What is needed. Copy each line of the data below in which the word "green" can be found.

Records excerpted from a collection.
______

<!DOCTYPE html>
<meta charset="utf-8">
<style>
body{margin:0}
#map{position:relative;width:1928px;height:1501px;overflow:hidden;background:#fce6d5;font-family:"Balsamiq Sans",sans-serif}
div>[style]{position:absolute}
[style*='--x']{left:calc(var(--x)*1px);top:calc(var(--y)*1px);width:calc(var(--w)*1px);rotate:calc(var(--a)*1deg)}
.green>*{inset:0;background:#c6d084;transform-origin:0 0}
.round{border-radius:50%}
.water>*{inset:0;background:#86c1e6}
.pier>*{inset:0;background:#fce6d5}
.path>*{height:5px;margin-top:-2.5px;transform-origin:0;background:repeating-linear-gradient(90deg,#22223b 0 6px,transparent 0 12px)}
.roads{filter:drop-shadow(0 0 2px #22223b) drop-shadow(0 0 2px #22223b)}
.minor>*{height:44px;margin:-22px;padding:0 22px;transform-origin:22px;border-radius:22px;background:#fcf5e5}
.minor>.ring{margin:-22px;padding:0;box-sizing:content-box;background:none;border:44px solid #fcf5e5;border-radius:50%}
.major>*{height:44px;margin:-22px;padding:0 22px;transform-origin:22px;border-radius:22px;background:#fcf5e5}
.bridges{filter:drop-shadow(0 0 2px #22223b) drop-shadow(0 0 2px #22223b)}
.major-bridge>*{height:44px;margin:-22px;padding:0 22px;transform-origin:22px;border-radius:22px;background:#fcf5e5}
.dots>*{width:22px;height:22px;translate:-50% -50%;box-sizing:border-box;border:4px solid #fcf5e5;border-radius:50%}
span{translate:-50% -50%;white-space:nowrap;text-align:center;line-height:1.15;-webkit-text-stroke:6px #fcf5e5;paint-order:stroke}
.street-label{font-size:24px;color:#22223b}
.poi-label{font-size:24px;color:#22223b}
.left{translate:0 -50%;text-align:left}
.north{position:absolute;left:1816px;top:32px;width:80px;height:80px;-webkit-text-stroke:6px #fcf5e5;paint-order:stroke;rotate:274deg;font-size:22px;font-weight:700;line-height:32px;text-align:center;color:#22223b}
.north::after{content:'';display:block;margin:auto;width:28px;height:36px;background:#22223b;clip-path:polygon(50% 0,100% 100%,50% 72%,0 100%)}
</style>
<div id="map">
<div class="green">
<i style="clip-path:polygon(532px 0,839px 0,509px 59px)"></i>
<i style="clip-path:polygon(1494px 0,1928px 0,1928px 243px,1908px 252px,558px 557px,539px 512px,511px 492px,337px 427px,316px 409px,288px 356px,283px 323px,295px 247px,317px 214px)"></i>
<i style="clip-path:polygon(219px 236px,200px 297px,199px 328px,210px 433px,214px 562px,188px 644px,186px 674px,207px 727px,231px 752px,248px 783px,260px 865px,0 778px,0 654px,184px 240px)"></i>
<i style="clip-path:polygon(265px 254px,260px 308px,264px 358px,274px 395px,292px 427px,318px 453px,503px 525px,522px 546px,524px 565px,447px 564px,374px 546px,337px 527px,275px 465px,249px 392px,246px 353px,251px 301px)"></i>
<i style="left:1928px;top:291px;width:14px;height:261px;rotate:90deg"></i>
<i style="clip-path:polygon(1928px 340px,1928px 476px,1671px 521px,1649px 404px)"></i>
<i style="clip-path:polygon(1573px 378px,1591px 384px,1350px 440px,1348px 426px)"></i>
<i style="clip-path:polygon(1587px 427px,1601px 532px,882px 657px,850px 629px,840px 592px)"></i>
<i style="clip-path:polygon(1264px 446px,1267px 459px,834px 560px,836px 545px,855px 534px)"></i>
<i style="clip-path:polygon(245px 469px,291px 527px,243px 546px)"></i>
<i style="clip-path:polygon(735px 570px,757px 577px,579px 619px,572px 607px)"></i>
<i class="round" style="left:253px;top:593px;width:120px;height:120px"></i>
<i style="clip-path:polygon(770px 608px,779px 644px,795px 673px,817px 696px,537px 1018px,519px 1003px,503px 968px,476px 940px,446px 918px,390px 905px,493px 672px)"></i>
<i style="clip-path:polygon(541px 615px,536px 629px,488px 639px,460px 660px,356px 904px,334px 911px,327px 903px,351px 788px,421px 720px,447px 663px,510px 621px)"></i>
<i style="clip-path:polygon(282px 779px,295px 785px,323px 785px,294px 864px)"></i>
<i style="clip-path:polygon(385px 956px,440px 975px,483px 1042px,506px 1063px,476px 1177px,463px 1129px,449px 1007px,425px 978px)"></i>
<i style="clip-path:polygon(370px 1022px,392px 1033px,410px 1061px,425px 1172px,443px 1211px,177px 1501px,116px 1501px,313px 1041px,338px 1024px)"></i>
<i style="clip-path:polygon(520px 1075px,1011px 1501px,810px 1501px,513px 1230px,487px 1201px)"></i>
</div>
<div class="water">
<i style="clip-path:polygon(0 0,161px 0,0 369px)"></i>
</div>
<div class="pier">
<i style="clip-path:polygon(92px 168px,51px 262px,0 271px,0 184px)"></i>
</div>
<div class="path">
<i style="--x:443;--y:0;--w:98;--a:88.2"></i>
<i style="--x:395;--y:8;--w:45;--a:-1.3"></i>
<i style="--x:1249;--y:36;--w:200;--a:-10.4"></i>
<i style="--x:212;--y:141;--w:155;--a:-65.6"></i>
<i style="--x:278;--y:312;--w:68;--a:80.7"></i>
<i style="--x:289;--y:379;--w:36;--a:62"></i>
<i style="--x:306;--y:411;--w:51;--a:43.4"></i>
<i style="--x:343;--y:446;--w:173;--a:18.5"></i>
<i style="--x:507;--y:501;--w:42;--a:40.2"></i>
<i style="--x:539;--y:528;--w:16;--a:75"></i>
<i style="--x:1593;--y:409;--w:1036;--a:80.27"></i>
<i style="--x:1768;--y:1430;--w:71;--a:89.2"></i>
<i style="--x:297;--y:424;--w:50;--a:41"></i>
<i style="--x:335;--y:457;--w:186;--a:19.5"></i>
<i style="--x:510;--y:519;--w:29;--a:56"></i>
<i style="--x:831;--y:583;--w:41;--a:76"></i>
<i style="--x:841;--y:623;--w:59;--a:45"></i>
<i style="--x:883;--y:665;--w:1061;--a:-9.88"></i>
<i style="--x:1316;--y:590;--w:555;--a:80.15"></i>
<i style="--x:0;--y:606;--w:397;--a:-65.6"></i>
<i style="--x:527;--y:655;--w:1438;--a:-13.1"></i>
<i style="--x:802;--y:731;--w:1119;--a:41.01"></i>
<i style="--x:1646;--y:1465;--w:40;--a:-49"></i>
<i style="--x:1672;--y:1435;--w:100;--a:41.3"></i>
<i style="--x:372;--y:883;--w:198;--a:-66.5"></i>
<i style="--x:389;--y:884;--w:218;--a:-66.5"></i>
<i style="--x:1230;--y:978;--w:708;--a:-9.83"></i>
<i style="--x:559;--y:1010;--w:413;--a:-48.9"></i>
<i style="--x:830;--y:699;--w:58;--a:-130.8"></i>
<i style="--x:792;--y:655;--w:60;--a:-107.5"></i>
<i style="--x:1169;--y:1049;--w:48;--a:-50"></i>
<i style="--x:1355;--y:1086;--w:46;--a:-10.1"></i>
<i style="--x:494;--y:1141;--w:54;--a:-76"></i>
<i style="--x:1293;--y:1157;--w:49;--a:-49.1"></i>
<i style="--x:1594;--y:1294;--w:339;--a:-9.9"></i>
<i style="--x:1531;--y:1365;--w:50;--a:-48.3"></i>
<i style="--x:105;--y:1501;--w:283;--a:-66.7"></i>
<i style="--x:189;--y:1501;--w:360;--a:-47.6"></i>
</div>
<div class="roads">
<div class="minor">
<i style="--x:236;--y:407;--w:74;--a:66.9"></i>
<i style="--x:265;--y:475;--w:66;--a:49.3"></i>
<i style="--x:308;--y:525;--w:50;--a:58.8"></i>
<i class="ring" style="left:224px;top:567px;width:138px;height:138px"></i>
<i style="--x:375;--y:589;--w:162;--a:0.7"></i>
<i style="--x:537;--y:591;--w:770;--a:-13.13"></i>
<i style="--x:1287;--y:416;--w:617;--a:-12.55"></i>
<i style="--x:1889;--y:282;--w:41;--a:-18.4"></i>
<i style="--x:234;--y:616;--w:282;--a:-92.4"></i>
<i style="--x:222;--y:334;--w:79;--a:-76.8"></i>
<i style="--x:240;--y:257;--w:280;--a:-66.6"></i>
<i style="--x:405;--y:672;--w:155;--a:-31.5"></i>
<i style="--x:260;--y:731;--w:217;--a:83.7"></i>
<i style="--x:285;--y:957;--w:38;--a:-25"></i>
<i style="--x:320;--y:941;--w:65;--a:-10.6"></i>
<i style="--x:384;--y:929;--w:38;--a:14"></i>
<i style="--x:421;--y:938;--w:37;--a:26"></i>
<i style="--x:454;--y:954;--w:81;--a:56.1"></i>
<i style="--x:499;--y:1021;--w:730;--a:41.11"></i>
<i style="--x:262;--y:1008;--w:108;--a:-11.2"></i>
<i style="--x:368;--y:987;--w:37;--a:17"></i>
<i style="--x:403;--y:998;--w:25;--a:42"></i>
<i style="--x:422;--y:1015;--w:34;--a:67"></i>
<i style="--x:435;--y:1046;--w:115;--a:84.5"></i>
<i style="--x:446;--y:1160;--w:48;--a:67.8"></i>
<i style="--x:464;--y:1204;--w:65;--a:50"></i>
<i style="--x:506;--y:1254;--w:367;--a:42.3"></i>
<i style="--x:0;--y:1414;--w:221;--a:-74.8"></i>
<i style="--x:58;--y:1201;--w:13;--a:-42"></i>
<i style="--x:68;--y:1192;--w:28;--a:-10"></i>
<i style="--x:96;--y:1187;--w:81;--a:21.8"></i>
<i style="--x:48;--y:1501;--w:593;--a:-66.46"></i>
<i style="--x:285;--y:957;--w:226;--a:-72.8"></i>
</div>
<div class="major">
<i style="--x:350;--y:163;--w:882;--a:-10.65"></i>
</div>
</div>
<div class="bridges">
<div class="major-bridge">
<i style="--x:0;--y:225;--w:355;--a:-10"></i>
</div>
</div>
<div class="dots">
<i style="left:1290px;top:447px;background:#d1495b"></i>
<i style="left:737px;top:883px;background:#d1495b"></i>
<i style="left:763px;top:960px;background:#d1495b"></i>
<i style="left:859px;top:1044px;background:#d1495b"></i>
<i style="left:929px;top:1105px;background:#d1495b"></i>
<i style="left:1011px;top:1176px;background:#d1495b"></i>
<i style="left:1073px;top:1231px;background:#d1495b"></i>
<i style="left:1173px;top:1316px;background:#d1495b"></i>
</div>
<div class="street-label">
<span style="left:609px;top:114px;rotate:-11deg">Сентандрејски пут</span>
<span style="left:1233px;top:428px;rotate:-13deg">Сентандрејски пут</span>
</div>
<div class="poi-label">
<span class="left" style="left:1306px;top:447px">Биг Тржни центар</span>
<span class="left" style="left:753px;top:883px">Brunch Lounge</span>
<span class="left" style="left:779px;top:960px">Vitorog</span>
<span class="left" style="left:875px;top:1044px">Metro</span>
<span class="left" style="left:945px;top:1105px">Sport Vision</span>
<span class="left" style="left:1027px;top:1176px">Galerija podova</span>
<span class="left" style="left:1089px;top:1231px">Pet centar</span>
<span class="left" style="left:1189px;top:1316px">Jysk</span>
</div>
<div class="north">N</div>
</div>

______

Task solution.
.green>*{inset:0;background:#c6d084;transform-origin:0 0}
<div class="green">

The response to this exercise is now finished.